(Problem requirements):
Without dropping or altering a single word, give the listing again.
++++++++++
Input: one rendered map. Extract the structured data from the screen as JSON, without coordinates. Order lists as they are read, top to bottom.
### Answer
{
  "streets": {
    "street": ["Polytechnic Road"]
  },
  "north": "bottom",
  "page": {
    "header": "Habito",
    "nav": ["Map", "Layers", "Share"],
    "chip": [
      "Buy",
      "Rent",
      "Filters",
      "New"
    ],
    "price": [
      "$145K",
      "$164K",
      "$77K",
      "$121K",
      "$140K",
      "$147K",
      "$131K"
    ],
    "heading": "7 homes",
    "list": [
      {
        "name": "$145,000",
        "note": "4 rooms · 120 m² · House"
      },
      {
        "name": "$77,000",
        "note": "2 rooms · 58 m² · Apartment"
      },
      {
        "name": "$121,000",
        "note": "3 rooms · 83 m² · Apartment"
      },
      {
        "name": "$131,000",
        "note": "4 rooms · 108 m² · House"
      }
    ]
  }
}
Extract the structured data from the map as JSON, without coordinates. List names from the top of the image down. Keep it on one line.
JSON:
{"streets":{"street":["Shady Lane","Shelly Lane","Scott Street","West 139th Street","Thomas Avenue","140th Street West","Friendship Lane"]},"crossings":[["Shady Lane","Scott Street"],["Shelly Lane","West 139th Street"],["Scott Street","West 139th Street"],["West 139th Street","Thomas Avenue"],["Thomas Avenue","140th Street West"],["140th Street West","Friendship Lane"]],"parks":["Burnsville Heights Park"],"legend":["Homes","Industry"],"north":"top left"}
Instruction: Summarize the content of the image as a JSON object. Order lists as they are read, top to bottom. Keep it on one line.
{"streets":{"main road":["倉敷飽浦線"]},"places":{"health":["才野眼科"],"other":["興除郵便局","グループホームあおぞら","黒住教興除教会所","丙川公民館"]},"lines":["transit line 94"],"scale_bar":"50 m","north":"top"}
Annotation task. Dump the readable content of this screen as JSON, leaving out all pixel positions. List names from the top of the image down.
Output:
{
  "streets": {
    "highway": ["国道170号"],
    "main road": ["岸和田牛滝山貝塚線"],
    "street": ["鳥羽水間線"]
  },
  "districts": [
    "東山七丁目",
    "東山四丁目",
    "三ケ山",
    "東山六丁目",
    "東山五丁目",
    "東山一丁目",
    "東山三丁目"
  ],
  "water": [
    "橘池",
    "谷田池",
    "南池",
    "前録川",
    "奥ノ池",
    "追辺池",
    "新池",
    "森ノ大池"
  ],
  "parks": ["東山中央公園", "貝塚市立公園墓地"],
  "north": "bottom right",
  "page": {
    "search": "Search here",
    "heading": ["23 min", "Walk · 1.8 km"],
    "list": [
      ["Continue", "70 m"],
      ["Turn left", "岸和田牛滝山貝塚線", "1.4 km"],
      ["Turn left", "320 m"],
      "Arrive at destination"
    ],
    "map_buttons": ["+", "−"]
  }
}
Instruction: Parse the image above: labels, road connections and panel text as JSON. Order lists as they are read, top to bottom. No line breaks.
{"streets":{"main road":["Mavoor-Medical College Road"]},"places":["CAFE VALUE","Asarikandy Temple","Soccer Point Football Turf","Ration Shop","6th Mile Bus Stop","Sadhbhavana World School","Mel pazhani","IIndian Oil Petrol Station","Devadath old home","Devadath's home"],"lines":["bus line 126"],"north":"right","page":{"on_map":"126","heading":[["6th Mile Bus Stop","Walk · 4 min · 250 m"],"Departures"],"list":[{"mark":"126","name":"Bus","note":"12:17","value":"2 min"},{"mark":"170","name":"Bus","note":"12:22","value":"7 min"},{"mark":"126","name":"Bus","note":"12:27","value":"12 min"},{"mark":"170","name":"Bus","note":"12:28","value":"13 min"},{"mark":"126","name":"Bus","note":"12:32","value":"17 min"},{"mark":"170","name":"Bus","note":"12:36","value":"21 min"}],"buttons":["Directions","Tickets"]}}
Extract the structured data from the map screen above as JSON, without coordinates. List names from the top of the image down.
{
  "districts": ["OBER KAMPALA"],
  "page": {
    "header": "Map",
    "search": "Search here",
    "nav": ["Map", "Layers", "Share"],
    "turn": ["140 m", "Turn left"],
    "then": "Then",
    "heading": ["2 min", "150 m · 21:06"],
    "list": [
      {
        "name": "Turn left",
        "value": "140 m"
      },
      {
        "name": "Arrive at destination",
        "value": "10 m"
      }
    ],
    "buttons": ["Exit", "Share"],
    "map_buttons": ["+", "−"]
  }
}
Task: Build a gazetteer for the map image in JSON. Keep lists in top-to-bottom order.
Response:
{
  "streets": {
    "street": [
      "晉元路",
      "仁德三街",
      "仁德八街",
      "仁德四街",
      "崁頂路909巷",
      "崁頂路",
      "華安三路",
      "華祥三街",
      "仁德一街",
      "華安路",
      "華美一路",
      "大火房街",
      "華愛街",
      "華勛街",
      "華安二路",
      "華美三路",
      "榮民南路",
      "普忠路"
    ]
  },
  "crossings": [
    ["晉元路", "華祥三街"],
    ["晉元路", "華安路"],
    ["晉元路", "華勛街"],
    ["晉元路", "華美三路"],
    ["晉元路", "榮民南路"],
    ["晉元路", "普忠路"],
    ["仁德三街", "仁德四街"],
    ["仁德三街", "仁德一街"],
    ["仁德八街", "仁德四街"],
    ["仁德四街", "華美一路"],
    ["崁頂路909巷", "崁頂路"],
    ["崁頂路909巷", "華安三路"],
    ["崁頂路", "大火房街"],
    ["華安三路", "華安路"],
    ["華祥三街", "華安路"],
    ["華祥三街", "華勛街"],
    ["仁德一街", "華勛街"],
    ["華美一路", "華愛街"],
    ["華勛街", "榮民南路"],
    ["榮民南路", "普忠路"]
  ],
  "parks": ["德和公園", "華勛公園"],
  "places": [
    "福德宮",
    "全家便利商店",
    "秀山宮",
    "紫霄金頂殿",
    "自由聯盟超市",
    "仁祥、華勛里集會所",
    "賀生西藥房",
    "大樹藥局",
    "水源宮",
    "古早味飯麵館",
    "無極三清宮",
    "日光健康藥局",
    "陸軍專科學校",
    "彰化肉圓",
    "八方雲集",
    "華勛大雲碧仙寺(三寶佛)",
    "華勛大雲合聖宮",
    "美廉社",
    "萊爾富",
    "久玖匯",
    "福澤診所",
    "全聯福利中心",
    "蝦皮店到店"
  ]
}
++++++++++
(Answer for this exercise):
Input: one rendered map. Extract the structured data from the screen as JSON, without coordinates. Order lists as they are read, top to bottom.
### Answer
{
  "streets": {
    "street": ["Polytechnic Road"]
  },
  "north": "bottom",
  "page": {
    "header": "Habito",
    "nav": ["Map", "Layers", "Share"],
    "chip": [
      "Buy",
      "Rent",
      "Filters",
      "New"
    ],
    "price": [
      "$145K",
      "$164K",
      "$77K",
      "$121K",
      "$140K",
      "$147K",
      "$131K"
    ],
    "heading": "7 homes",
    "list": [
      {
        "name": "$145,000",
        "note": "4 rooms · 120 m² · House"
      },
      {
        "name": "$77,000",
        "note": "2 rooms · 58 m² · Apartment"
      },
      {
        "name": "$121,000",
        "note": "3 rooms · 83 m² · Apartment"
      },
      {
        "name": "$131,000",
        "note": "4 rooms · 108 m² · House"
      }
    ]
  }
}
Extract the structured data from the map as JSON, without coordinates. List names from the top of the image down. Keep it on one line.
JSON:
{"streets":{"street":["Shady Lane","Shelly Lane","Scott Street","West 139th Street","Thomas Avenue","140th Street West","Friendship Lane"]},"crossings":[["Shady Lane","Scott Street"],["Shelly Lane","West 139th Street"],["Scott Street","West 139th Street"],["West 139th Street","Thomas Avenue"],["Thomas Avenue","140th Street West"],["140th Street West","Friendship Lane"]],"parks":["Burnsville Heights Park"],"legend":["Homes","Industry"],"north":"top left"}
Instruction: Summarize the content of the image as a JSON object. Order lists as they are read, top to bottom. Keep it on one line.
{"streets":{"main road":["倉敷飽浦線"]},"places":{"health":["才野眼科"],"other":["興除郵便局","グループホームあおぞら","黒住教興除教会所","丙川公民館"]},"lines":["transit line 94"],"scale_bar":"50 m","north":"top"}
Annotation task. Dump the readable content of this screen as JSON, leaving out all pixel positions. List names from the top of the image down.
Output:
{
  "streets": {
    "highway": ["国道170号"],
    "main road": ["岸和田牛滝山貝塚線"],
    "street": ["鳥羽水間線"]
  },
  "districts": [
    "東山七丁目",
    "東山四丁目",
    "三ケ山",
    "東山六丁目",
    "東山五丁目",
    "東山一丁目",
    "東山三丁目"
  ],
  "water": [
    "橘池",
    "谷田池",
    "南池",
    "前録川",
    "奥ノ池",
    "追辺池",
    "新池",
    "森ノ大池"
  ],
  "parks": ["東山中央公園", "貝塚市立公園墓地"],
  "north": "bottom right",
  "page": {
    "search": "Search here",
    "heading": ["23 min", "Walk · 1.8 km"],
    "list": [
      ["Continue", "70 m"],
      ["Turn left", "岸和田牛滝山貝塚線", "1.4 km"],
      ["Turn left", "320 m"],
      "Arrive at destination"
    ],
    "map_buttons": ["+", "−"]
  }
}
Instruction: Parse the image above: labels, road connections and panel text as JSON. Order lists as they are read, top to bottom. No line breaks.
{"streets":{"main road":["Mavoor-Medical College Road"]},"places":["CAFE VALUE","Asarikandy Temple","Soccer Point Football Turf","Ration Shop","6th Mile Bus Stop","Sadhbhavana World School","Mel pazhani","IIndian Oil Petrol Station","Devadath old home","Devadath's home"],"lines":["bus line 126"],"north":"right","page":{"on_map":"126","heading":[["6th Mile Bus Stop","Walk · 4 min · 250 m"],"Departures"],"list":[{"mark":"126","name":"Bus","note":"12:17","value":"2 min"},{"mark":"170","name":"Bus","note":"12:22","value":"7 min"},{"mark":"126","name":"Bus","note":"12:27","value":"12 min"},{"mark":"170","name":"Bus","note":"12:28","value":"13 min"},{"mark":"126","name":"Bus","note":"12:32","value":"17 min"},{"mark":"170","name":"Bus","note":"12:36","value":"21 min"}],"buttons":["Directions","Tickets"]}}
Extract the structured data from the map screen above as JSON, without coordinates. List names from the top of the image down.
{
  "districts": ["OBER KAMPALA"],
  "page": {
    "header": "Map",
    "search": "Search here",
    "nav": ["Map", "Layers", "Share"],
    "turn": ["140 m", "Turn left"],
    "then": "Then",
    "heading": ["2 min", "150 m · 21:06"],
    "list": [
      {
        "name": "Turn left",
        "value": "140 m"
      },
      {
        "name": "Arrive at destination",
        "value": "10 m"
      }
    ],
    "buttons": ["Exit", "Share"],
    "map_buttons": ["+", "−"]
  }
}
Task: Build a gazetteer for the map image in JSON. Keep lists in top-to-bottom order.
Response:
{
  "streets": {
    "street": [
      "晉元路",
      "仁德三街",
      "仁德八街",
      "仁德四街",
      "崁頂路909巷",
      "崁頂路",
      "華安三路",
      "華祥三街",
      "仁德一街",
      "華安路",
      "華美一路",
      "大火房街",
      "華愛街",
      "華勛街",
      "華安二路",
      "華美三路",
      "榮民南路",
      "普忠路"
    ]
  },
  "crossings": [
    ["晉元路", "華祥三街"],
    ["晉元路", "華安路"],
    ["晉元路", "華勛街"],
    ["晉元路", "華美三路"],
    ["晉元路", "榮民南路"],
    ["晉元路", "普忠路"],
    ["仁德三街", "仁德四街"],
    ["仁德三街", "仁德一街"],
    ["仁德八街", "仁德四街"],
    ["仁德四街", "華美一路"],
    ["崁頂路909巷", "崁頂路"],
    ["崁頂路909巷", "華安三路"],
    ["崁頂路", "大火房街"],
    ["華安三路", "華安路"],
    ["華祥三街", "華安路"],
    ["華祥三街", "華勛街"],
    ["仁德一街", "華勛街"],
    ["華美一路", "華愛街"],
    ["華勛街", "榮民南路"],
    ["榮民南路", "普忠路"]
  ],
  "parks": ["德和公園", "華勛公園"],
  "places": [
    "福德宮",
    "全家便利商店",
    "秀山宮",
    "紫霄金頂殿",
    "自由聯盟超市",
    "仁祥、華勛里集會所",
    "賀生西藥房",
    "大樹藥局",
    "水源宮",
    "古早味飯麵館",
    "無極三清宮",
    "日光健康藥局",
    "陸軍專科學校",
    "彰化肉圓",
    "八方雲集",
    "華勛大雲碧仙寺(三寶佛)",
    "華勛大雲合聖宮",
    "美廉社",
    "萊爾富",
    "久玖匯",
    "福澤診所",
    "全聯福利中心",
    "蝦皮店到店"
  ]
}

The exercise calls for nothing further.